The comparison of MODIS GPP and EC-estimated GPP showed that the MODIS GPP had a large fluctuation and weakly reflected productivity, being overestimated in 2012 and underestimated in 2015. Different meteorological inputs, different environmental scalars and fraction of absorbed photosynthetic active radiation (fAPAR) products in MODIS GPP and our mangrove GPP model can explain their different results. However, the improvements in our GPP model may help to obtain more accurate GPP estimates. The response of mangrove productivity to Tair has not been well-calibrated in the MODIS GPP product, which may partly account for the poor correlation between the MODIS GPP and EC estimates. Besides, MODIS GPP product was developed based on the International Geosphere-Biosphere Programme (IGBP) land cover map, which doesn’t include mangroves as a specific land cover37. Therefore, LUEmax and environmental parameters were not defined for mangroves, which varied with different environments. This may lead to uncertainty in MODIS GPP product for mangrove forests14. However, the GPP model generated in our study showed similar trends to the field measurements, capturing seasonal variations. The increase in the difference between MODIS GPP and EC estimates may be due to the assumption that the increase in GPP is linear with respect to PAR. In our model, the response of GPP to PAR was suppressed, resulting in seasonal changes in GPP that better match the observations. In addition, the GPP derived from this study was in higher agreement with measured values compared with GPP estimated from the vegetation photosynthesis model (VPM), as shown in Fig. S4. The improvement of this model was more obvious in winter (December to February), which may be due to the environmental stress of SST and PAR. The VPM without considering SSTscalar and PARscalar overestimated GPP in winter. It is indicated that the performance of the mangrove GPP model in this study varied with season. It is recommended to improve the estimation of GPP in the future by considering the seasonal variation of mangrove forests when determining environmental variables.
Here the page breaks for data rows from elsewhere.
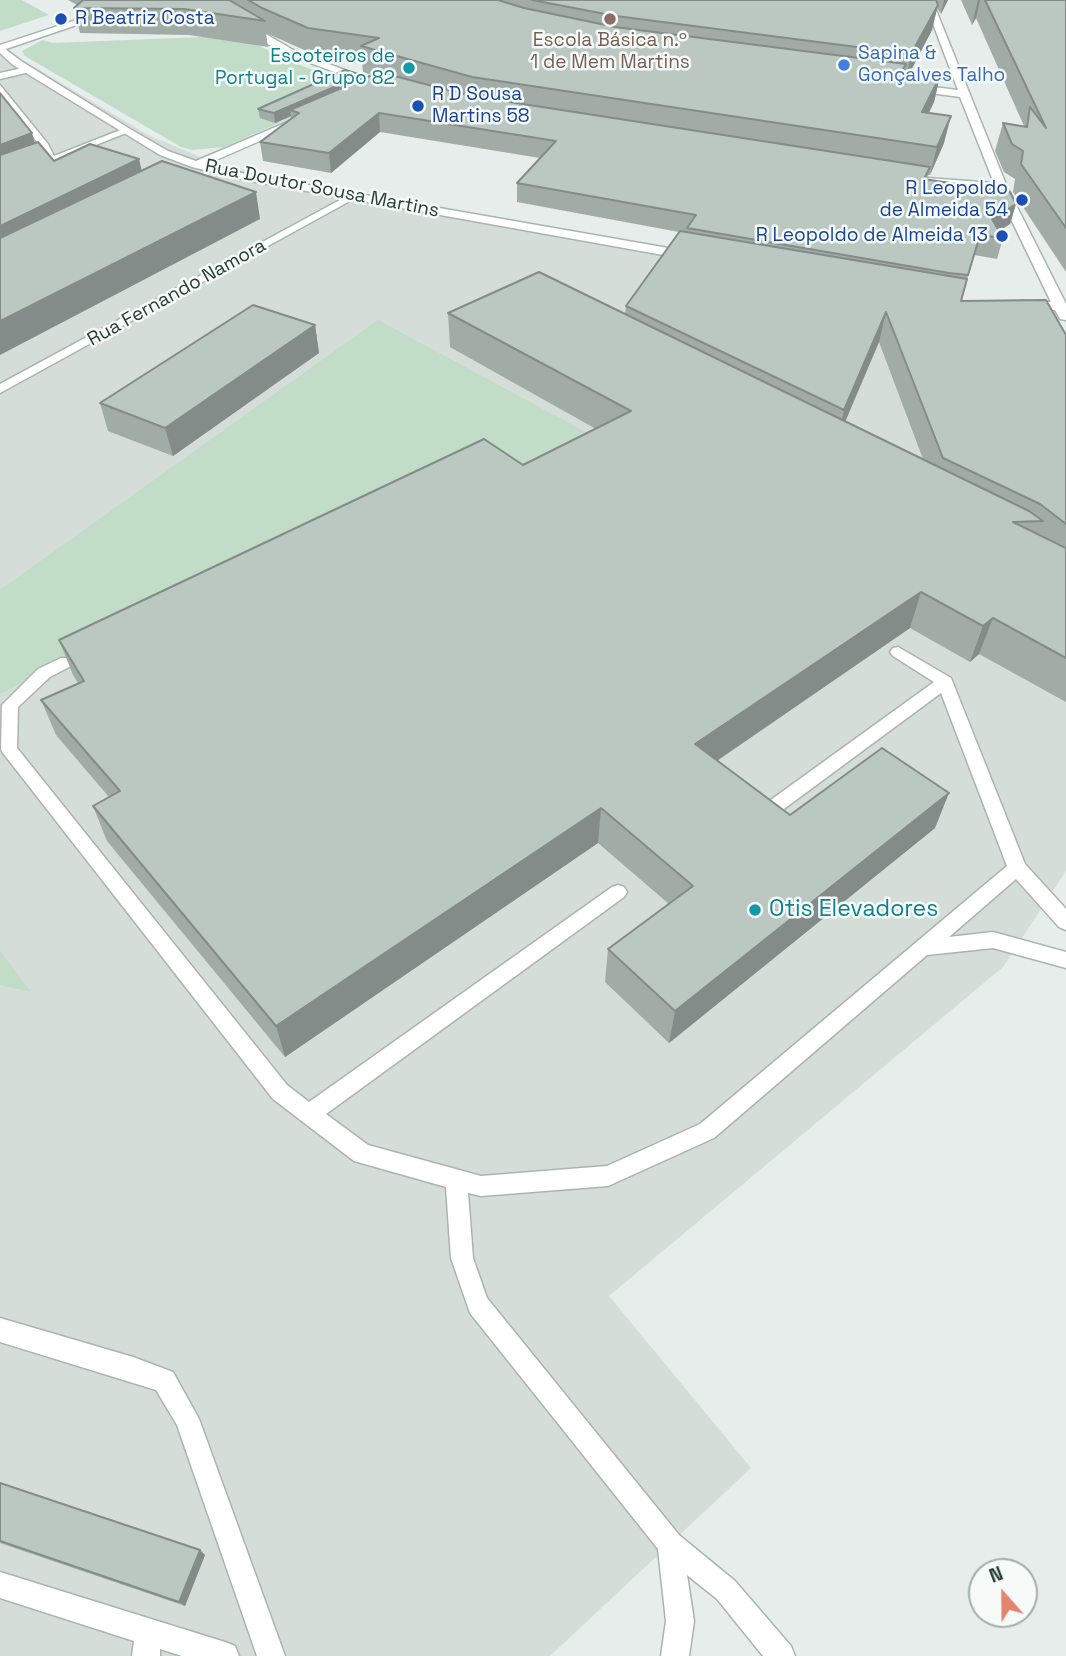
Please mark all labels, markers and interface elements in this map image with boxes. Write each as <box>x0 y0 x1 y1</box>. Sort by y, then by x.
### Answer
place label: R Beatriz Costa <box>75 8 215 30</box>
marker: R Beatriz Costa <box>53 11 69 27</box>
marker: Escola Básica n.º 1 de Mem Martins <box>602 11 618 27</box>
place label: Escola Básica n.º 1 de Mem Martins <box>530 30 690 74</box>
place label: Sapina & Gonçalves Talho <box>858 43 1005 87</box>
place label: Escoteiros de Portugal - Grupo 82 <box>215 46 395 90</box>
marker: Sapina & Gonçalves Talho <box>836 57 852 73</box>
marker: Escoteiros de Portugal - Grupo 82 <box>401 60 417 76</box>
place label: R D Sousa Martins 58 <box>432 84 530 128</box>
marker: R D Sousa Martins 58 <box>410 98 426 114</box>
street label: Rua Doutor Sousa Martins <box>203 155 441 223</box>
place label: R Leopoldo de Almeida 54 <box>879 178 1008 222</box>
marker: R Leopoldo de Almeida 54 <box>1014 192 1030 208</box>
place label: R Leopoldo de Almeida 13 <box>756 225 988 247</box>
marker: R Leopoldo de Almeida 13 <box>994 228 1010 244</box>
street label: Rua Fernando Namora <box>84 234 270 352</box>
place label: Otis Elevadores <box>769 896 938 924</box>
marker: Otis Elevadores <box>747 902 763 918</box>
north arrow <box>968 1558 1038 1628</box>
text: N <box>986 1561 1006 1589</box>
Most studies provide EC-based estimates of GPP that are measurements from a limited footprint. It is possible to extrapolate results across similar vegetation types and geographic settings, but not to areas of heterogeneous vegetation. The RS-based GPP model offers spatial-scale estimates that can be directly incorporated into ecosystem-type models. PAR, SST, and salinity are the key environmental parameters of this RS-based mangrove GPP model. SST and salinity data were derived from the satellite images, while PAR was generated from the reconstructed PAR data, since it is more accurate than the existing RS data and has historical year data. However, PAR products from Hamawari-8, MERIS, and SeaWiFS are available now, which provide an opportunity to obtain large-scale PAR data using RS in the future. In addition to this, GPP of two mangrove forests was assessed and validated with three-year measurements. Validation at different sites and years showed similar results, which indicated the model has similar performance across mangrove forests. Nonetheless, these estimates need to be corroborated with EC databases, which are relatively accurate and provide many additional variables that are currently beyond the scope of higher spatial-resolution RS estimates. The proposed GPP model considering coastal environments was well suited to extend the study area by incorporating RS information and meteorological data. Currently, there are still few mangrove carbon flux towers worldwide. The LUE and GPP models proposed in this study are difficult to validate with measurements from flux towers in other countries. However, local measurements are available in many countries with large mangrove forests, such as Thailand, Vietnam, India, and Bangladesh. Therefore, it is expected that comparisons with measurements from previous studies can be conducted to show the consistency and applicability.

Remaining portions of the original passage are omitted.